What is the origin of "wake up and smell the roses"
Where did this saying come from, and what is its true meaning?
Solution 1:
The phrase "Wake up and smell the roses!" appears to be a conflation of two separate phrases, namely, "Wake up and smell the coffee!" and "Stop and smell the roses". This is confirmed to an extent by the following ngram:
Going by the graph, the two "source" phrases appear to have become popular in the 1970s while the conflated version appears to have done so in the 1980s.
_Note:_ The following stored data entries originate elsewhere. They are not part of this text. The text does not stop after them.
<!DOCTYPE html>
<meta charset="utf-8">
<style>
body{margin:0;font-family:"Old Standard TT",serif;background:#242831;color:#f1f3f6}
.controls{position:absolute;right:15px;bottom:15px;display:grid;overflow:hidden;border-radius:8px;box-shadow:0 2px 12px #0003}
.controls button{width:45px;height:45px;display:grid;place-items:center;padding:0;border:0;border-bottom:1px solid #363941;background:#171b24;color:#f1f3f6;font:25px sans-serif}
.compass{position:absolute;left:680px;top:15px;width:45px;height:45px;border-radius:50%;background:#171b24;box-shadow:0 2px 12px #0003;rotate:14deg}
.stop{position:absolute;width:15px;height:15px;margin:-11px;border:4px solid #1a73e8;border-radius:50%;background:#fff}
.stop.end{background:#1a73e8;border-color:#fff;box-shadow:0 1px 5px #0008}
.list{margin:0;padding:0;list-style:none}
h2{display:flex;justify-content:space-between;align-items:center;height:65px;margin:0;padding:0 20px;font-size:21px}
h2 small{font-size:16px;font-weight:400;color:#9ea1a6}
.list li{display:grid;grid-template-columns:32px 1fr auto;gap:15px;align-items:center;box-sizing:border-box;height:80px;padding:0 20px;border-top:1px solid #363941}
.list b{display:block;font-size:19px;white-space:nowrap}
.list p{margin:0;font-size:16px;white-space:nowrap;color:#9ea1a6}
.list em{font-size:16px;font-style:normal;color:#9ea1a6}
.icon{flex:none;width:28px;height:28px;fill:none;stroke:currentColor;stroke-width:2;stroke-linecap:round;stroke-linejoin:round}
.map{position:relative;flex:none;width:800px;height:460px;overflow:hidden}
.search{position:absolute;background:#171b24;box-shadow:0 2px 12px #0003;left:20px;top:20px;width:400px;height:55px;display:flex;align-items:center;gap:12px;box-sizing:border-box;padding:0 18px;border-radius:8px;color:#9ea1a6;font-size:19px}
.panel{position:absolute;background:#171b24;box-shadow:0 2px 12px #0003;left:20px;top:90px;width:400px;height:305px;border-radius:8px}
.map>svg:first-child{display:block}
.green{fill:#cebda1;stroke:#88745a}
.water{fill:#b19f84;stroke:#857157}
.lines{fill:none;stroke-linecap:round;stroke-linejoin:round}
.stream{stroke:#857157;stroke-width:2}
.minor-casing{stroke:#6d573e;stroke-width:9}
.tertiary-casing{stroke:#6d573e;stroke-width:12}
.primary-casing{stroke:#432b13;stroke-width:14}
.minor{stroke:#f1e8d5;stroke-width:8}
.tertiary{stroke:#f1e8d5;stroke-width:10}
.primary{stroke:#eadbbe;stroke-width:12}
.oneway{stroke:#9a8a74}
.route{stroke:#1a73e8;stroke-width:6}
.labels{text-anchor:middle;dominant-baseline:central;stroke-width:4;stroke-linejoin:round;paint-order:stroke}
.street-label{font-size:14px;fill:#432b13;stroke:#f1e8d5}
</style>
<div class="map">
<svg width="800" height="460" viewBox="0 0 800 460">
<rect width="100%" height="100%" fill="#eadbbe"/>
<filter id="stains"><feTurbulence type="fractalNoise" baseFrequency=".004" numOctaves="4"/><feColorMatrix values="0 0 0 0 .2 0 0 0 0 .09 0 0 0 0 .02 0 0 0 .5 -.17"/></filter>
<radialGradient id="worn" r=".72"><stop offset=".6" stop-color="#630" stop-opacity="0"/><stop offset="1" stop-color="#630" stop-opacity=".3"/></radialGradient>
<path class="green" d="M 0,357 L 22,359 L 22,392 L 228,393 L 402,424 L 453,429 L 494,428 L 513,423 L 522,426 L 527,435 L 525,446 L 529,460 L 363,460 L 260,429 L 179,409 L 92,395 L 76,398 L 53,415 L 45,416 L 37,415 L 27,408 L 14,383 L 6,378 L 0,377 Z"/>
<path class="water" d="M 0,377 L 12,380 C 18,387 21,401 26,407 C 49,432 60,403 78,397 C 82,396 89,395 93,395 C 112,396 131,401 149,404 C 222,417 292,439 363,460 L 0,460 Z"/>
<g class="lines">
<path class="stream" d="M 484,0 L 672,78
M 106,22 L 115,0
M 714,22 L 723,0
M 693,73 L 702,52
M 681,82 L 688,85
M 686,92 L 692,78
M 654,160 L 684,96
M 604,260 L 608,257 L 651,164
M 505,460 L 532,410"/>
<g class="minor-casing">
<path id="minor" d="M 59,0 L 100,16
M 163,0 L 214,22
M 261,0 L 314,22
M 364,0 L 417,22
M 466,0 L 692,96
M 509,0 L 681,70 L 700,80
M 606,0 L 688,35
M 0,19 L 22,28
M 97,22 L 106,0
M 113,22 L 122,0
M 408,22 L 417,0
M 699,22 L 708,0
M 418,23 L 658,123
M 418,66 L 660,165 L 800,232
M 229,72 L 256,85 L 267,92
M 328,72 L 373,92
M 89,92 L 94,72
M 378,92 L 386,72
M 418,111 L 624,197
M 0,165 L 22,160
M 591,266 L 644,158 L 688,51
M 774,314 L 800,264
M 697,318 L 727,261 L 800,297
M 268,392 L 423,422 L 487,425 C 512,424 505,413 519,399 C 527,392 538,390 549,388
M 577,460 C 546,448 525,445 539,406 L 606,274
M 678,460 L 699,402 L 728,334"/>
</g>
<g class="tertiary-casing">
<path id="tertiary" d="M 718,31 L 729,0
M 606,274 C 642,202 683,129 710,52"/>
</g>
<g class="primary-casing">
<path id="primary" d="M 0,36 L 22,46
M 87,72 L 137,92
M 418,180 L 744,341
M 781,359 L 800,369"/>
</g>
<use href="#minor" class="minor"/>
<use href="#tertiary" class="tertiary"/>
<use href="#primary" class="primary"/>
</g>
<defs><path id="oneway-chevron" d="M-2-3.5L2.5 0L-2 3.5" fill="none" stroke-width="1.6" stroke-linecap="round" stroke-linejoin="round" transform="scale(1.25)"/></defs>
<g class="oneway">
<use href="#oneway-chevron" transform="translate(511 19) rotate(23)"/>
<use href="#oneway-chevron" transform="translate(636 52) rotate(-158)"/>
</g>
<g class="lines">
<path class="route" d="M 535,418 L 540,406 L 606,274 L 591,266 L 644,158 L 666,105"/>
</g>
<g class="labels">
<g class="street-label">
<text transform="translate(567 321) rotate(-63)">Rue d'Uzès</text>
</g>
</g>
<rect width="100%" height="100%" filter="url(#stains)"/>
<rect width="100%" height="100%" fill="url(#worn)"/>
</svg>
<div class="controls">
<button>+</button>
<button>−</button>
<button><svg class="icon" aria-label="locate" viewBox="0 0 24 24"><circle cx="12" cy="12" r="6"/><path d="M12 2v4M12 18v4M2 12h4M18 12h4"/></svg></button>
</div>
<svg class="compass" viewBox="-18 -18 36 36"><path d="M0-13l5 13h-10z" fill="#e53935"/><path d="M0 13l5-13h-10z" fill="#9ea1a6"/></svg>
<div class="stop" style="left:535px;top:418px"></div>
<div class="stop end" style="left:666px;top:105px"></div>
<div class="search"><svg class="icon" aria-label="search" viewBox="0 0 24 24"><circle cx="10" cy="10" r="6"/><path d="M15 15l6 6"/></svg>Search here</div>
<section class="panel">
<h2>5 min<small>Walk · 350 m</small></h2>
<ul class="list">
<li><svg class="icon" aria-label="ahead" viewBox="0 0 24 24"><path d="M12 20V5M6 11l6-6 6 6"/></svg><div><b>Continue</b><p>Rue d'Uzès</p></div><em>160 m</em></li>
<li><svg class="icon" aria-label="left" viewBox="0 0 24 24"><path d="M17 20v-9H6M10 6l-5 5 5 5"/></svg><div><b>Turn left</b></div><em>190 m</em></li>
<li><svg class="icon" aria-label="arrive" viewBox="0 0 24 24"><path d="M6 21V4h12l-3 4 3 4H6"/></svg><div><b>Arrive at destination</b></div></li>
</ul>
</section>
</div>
According to Barry Popik (a contributor to the OED), the OED has an entry for the phrase, "Wake up and smell the coffee!":
slang (orig. U.S.). to wake up and smell the coffee (also decaf, etc.): to be realistic or aware; to abandon a naive or foolish notion. Freq. in imper.
Popularized by the U.S. syndicated advice columnist ‘Ann Landers’ (1918-2002, b. Esther Pauline Friedman).
1943 Chicago Daily Tribune 18 Jan. 17/2 A few years back, when a wife told her husband to ‘wake up and smell the coffee’, it usually was said in utter derision. Now, when there is coffee to smell, she shouts it to him in supreme delight
1955 ‘A. LANDERS’ in Oshkosh (Wisconsin) Daily Northwestern 21 Dec. 23/2 Wake up and smell the coffee. Do you want a wife who smokes, drinks, likes taverns and slaps you around?
The phrase, "Wake up and smell the roses!", carries the same meaning, and going by the nGram and the results on Google Books, is used around the world albeit far less frequently than the other two.
Solution 2:
I believe this comes from a mixing up of metaphors.
Stop and smell the roses (rough meaning: appreciate life).
Wake up and smell the coffee (rough meaning: get real).
The Half-Life 2 opening line "smell the ashes" is an obvious play on the idiom; also tying in with Apocalypse Now's line "I love the smell of napalm in the morning."
Also the idiom "to smell of roses" means that your character is unsullied.